What to work on = Your answer should be every line from the records that contains "stream".

Records for the exercise Start Marker

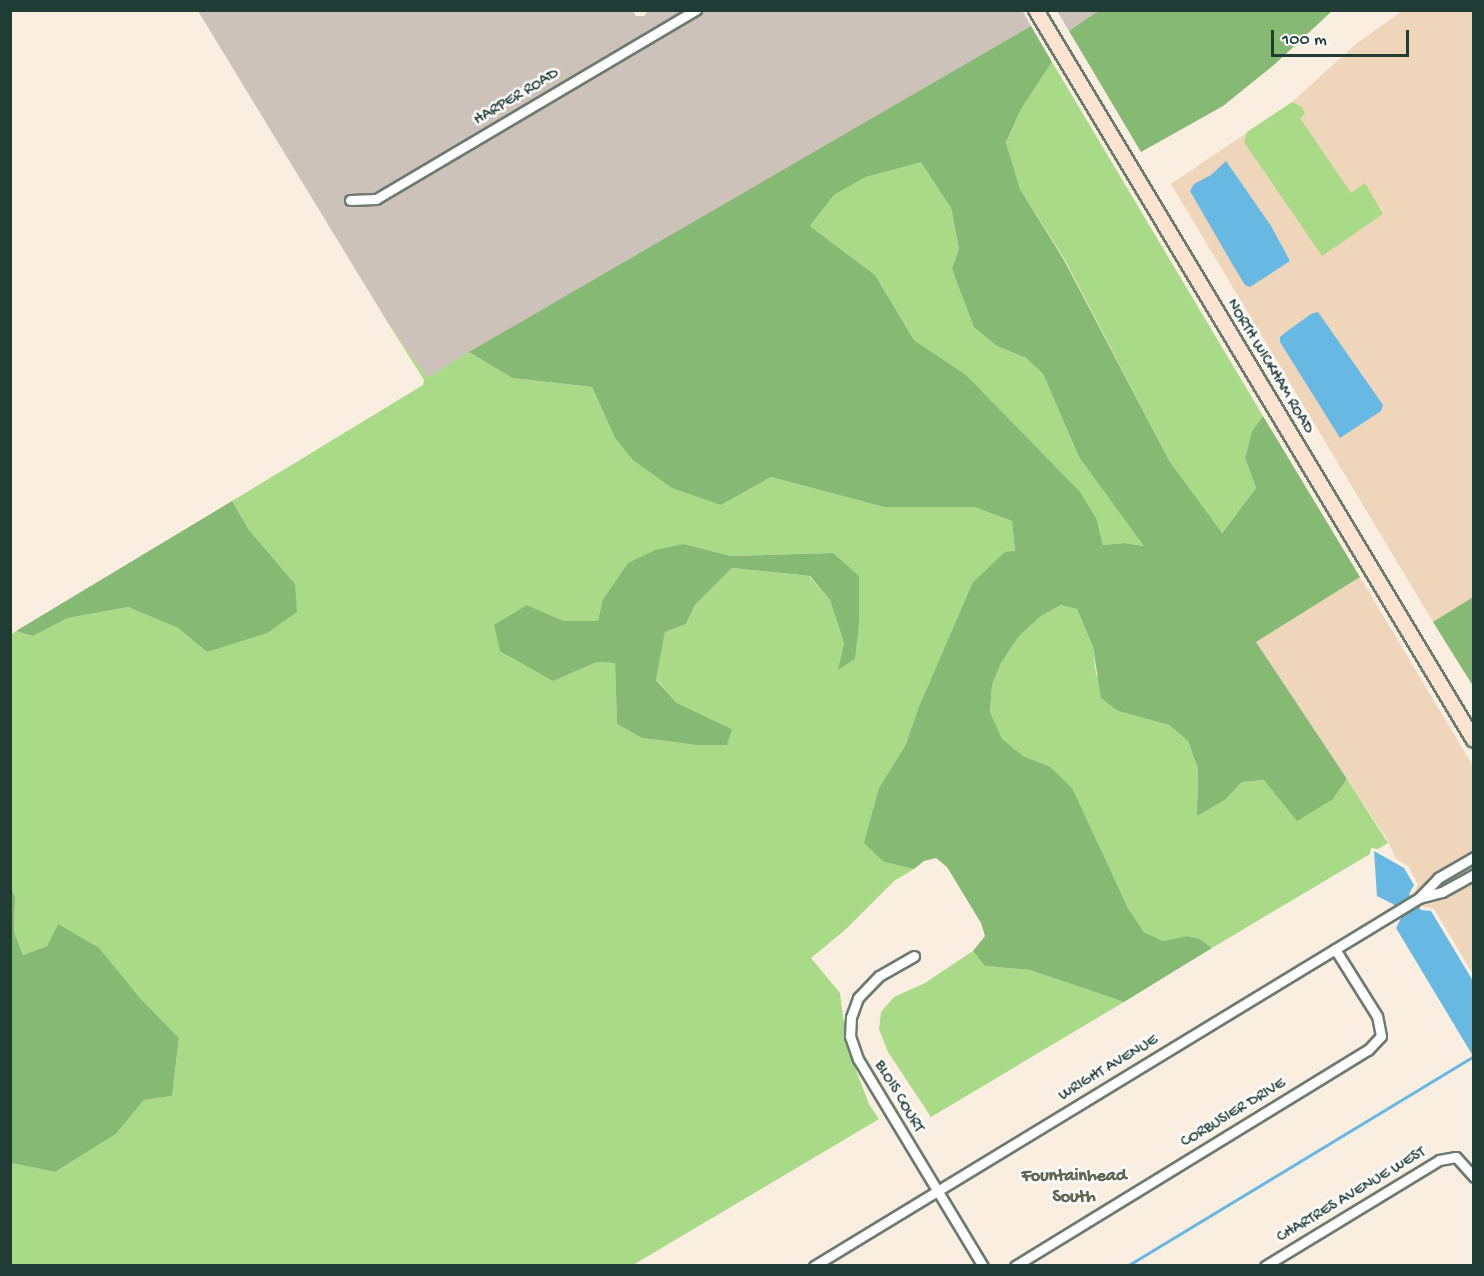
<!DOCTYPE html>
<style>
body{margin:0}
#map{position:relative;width:1484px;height:1276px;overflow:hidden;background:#faeee0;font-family:"Gochi Hand",sans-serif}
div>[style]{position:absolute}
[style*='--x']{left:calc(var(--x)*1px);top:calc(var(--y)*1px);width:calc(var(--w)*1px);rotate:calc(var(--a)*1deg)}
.built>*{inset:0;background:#efd6bb}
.industrial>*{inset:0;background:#cdc2b9}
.green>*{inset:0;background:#a9da88}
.forest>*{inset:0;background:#86ba74}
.water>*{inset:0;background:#67b8e2}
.stream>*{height:3px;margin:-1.5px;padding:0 1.5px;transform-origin:1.5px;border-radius:1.5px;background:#67b8e2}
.roads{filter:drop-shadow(2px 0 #6c7b70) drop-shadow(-2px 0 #6c7b70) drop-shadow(0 2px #6c7b70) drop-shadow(0 -2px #6c7b70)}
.minor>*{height:9px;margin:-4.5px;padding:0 4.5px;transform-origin:4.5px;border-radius:4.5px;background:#fff}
.secondary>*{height:14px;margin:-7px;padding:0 7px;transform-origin:7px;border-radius:7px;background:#fde4d1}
span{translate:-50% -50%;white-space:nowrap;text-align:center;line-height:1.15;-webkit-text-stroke:5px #fff;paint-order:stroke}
.street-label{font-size:16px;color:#1f3d34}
.neighbourhood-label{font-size:18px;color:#5f6752;font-weight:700}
.frame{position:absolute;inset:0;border:12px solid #1f3d34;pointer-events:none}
.scale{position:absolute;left:1271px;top:30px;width:138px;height:27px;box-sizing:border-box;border:3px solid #1f3d34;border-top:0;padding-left:8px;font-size:18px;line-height:21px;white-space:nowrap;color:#1f3d34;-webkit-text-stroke:4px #fff;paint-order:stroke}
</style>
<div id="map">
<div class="built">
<div style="clip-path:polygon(1402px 11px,1473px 11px,1473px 597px,1433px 622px,1171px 184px,1292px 102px,1356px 44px)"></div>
<div style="clip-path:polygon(1360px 577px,1473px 766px,1473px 974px,1434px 909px,1422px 906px,1421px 904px,1426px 900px,1420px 891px,1414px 894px,1418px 884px,1408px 866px,1396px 859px,1387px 839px,1256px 642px)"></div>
</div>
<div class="industrial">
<div style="clip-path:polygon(632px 10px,636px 16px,644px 16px,649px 10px,1022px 10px,1031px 26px,427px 378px,388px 323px,198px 11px)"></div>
<div style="clip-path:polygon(1057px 11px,1100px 11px,1069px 31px)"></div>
</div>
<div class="green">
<div style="clip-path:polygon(1052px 62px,1263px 416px,1252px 431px,1245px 458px,1256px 488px,1221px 534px,1170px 462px,1065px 260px,1020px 189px,1006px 144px,1021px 109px)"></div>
<div style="clip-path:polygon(1292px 102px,1302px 107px,1305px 114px,1300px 118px,1351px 193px,1365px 183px,1383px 214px,1322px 256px,1244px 142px,1247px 132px)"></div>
<div style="clip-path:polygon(921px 161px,951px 208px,959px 249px,952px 270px,997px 346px,1026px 358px,1043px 374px,1079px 457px,1145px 546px,1125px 543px,1103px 545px,1097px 520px,965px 374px,914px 340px,875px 275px,810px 226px,834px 195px,866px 177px)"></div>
<div style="clip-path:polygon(evenodd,388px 323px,427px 378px,469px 352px,512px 378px,592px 387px,615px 438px,721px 505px,771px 477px,884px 507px,974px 507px,1012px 521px,1015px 552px,934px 674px,906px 744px,879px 788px,884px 862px,914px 869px,894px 881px,845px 930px,811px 958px,840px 993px,847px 1047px,869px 1104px,879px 1119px,633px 1265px,11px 1266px,11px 1163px,55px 1172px,116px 1134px,144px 1100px,172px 1096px,179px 1038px,139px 997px,58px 924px,47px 946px,23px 955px,14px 932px,15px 897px,10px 886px,11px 635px,16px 631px,33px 636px,68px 618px,128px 607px,178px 628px,207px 652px,229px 644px,295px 584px,249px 530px,232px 501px,423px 385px,424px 380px,388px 323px,684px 544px,731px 556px,833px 553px,855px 659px,839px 669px,844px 643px,830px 600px,809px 576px,732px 568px,695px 605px,686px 624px,665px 632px,656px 679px,677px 703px,732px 729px,696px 745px,642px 738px,617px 724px,615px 663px,597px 662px,552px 681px,527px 605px,564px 621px,598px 621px,602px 601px,684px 544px)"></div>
<div style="clip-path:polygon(1061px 605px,1077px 609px,1093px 647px,1096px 674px,1118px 711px,1169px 725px,1188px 741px,1198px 769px,1197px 801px,1226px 799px,1242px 782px,1264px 780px,1333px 799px,1347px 779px,1388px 843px,1378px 849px,1371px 848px,1370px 854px,1212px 948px,1200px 939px,1187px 936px,1163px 941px,1144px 932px,1128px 908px,1089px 825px,1049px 766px,1023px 756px,1002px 740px,990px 713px,992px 685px,1001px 663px,1019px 636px,1041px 616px)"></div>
<div style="clip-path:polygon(973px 951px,985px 966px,1030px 970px,1124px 1002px,931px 1117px,888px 1052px,879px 1029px,881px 1012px,894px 997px,925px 983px)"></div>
</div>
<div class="forest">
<div style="clip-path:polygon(1100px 10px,1332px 10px,1332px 11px,1275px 64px,1223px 106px,1141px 152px,1069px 31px)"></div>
<div style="clip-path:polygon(evenodd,1031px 26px,1052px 62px,1021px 109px,1006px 143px,1020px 189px,1064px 260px,1170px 462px,1222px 533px,1256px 488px,1245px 458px,1252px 431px,1263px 416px,1360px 577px,1256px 642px,1347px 779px,1333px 799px,1297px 821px,1264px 780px,1242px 782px,1226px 799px,1197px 816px,1198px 769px,1188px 741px,1169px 725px,1118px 711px,1101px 698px,1093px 647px,1077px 609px,1061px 605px,1041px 616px,1019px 636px,1001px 663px,992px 685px,990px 712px,1002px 739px,1023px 756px,1049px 766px,1072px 788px,1128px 908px,1144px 932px,1163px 941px,1187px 936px,1200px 939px,1212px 948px,1124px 1002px,1030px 970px,985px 966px,973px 951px,985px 936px,981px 923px,947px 867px,936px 858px,924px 861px,914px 869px,884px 862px,864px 843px,879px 788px,906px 744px,919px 707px,973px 582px,1005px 552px,1015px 551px,1012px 521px,974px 507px,884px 507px,771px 477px,721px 505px,672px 488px,633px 460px,615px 438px,592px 387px,512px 378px,469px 352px,1031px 26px,921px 162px,951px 208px,959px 249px,952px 269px,974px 327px,997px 346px,1026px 358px,1043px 374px,1079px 457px,1144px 546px,1125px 543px,1103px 545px,1097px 520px,1080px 492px,965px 374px,914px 340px,875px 275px,810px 226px,834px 195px,866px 177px,921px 162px)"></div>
<div style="clip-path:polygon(232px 501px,249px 530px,295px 584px,297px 612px,267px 633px,207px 652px,178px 628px,128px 607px,68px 618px,33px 636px,16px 631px)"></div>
<div style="clip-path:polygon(684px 544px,731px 556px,833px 553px,859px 576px,859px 622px,855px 659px,838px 670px,844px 643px,830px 600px,810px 576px,732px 568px,695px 605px,686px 624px,665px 632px,656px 680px,677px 703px,732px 729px,727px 745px,696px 745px,642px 738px,617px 724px,615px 663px,597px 662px,553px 681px,500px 651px,494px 625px,527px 605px,564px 621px,598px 621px,602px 601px,628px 563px,655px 550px)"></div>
<div style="clip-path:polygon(1473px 597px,1473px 686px,1433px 622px)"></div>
<div style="clip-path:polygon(10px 886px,15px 897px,14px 932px,23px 955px,47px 946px,58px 924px,99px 948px,139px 997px,179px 1038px,172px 1096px,144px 1100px,116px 1134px,55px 1172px,11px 1163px)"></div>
</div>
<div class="water">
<div style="clip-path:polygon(1226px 161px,1271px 226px,1290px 261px,1250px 287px,1245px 285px,1234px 267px,1190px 191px,1194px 184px,1211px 175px)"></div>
<div style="clip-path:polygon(1318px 312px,1383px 405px,1381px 411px,1340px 438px,1280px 342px,1280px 337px,1286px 332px,1311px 314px)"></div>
<div style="clip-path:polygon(1374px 851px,1404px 868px,1414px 885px,1409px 894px,1421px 910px,1431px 911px,1473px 981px,1473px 1056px,1396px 928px,1401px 918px,1393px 904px,1377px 896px)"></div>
</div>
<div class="stream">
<div style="--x:1127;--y:1266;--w:406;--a:-31.2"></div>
</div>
<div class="roads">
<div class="minor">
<div style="--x:350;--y:200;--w:26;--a:-2"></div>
<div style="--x:376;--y:199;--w:372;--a:-30.6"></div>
<div style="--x:1419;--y:898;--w:24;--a:-15"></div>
<div style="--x:1442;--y:892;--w:37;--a:-29"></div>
<div style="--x:914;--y:956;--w:40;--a:150.3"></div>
<div style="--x:879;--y:976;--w:30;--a:134"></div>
<div style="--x:858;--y:998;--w:20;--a:110"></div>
<div style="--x:851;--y:1017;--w:19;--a:93"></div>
<div style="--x:850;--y:1036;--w:24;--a:71"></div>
<div style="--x:858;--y:1059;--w:242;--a:58.9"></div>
<div style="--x:814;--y:1266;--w:708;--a:-31.31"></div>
<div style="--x:1419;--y:898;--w:28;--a:-46"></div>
<div style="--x:1438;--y:878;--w:42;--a:-30.3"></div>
<div style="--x:1015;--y:1266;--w:414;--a:-31.5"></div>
<div style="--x:1368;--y:1050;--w:19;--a:-47"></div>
<div style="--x:1381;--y:1036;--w:20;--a:-101"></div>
<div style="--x:1377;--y:1016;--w:79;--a:-122.1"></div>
<div style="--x:1265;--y:1266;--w:204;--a:-31.3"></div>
<div style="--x:1439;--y:1160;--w:17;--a:-10"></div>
<div style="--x:1456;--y:1157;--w:27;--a:48"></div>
</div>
<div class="secondary">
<div style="--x:1036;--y:10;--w:851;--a:59.04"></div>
</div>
</div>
<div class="street-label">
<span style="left:517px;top:98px;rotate:-31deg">HARPER ROAD</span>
<span style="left:1269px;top:367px;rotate:59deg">NORTH WICKHAM ROAD</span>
<span style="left:1109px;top:1069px;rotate:-31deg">WRIGHT AVENUE</span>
<span style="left:898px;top:1097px;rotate:59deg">BLOIS COURT</span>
<span style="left:1234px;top:1114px;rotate:-31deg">CORBUSIER DRIVE</span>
<span style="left:1352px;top:1196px;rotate:-31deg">CHARTRES AVENUE WEST</span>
</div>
<div class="neighbourhood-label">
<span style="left:1074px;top:1188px">Fountainhead<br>South</span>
</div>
<div class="frame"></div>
<div class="scale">100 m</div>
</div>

Records for the exercise End Marker

Expected output =
.stream>*{height:3px;margin:-1.5px;padding:0 1.5px;transform-origin:1.5px;border-radius:1.5px;background:#67b8e2}
<div class="stream">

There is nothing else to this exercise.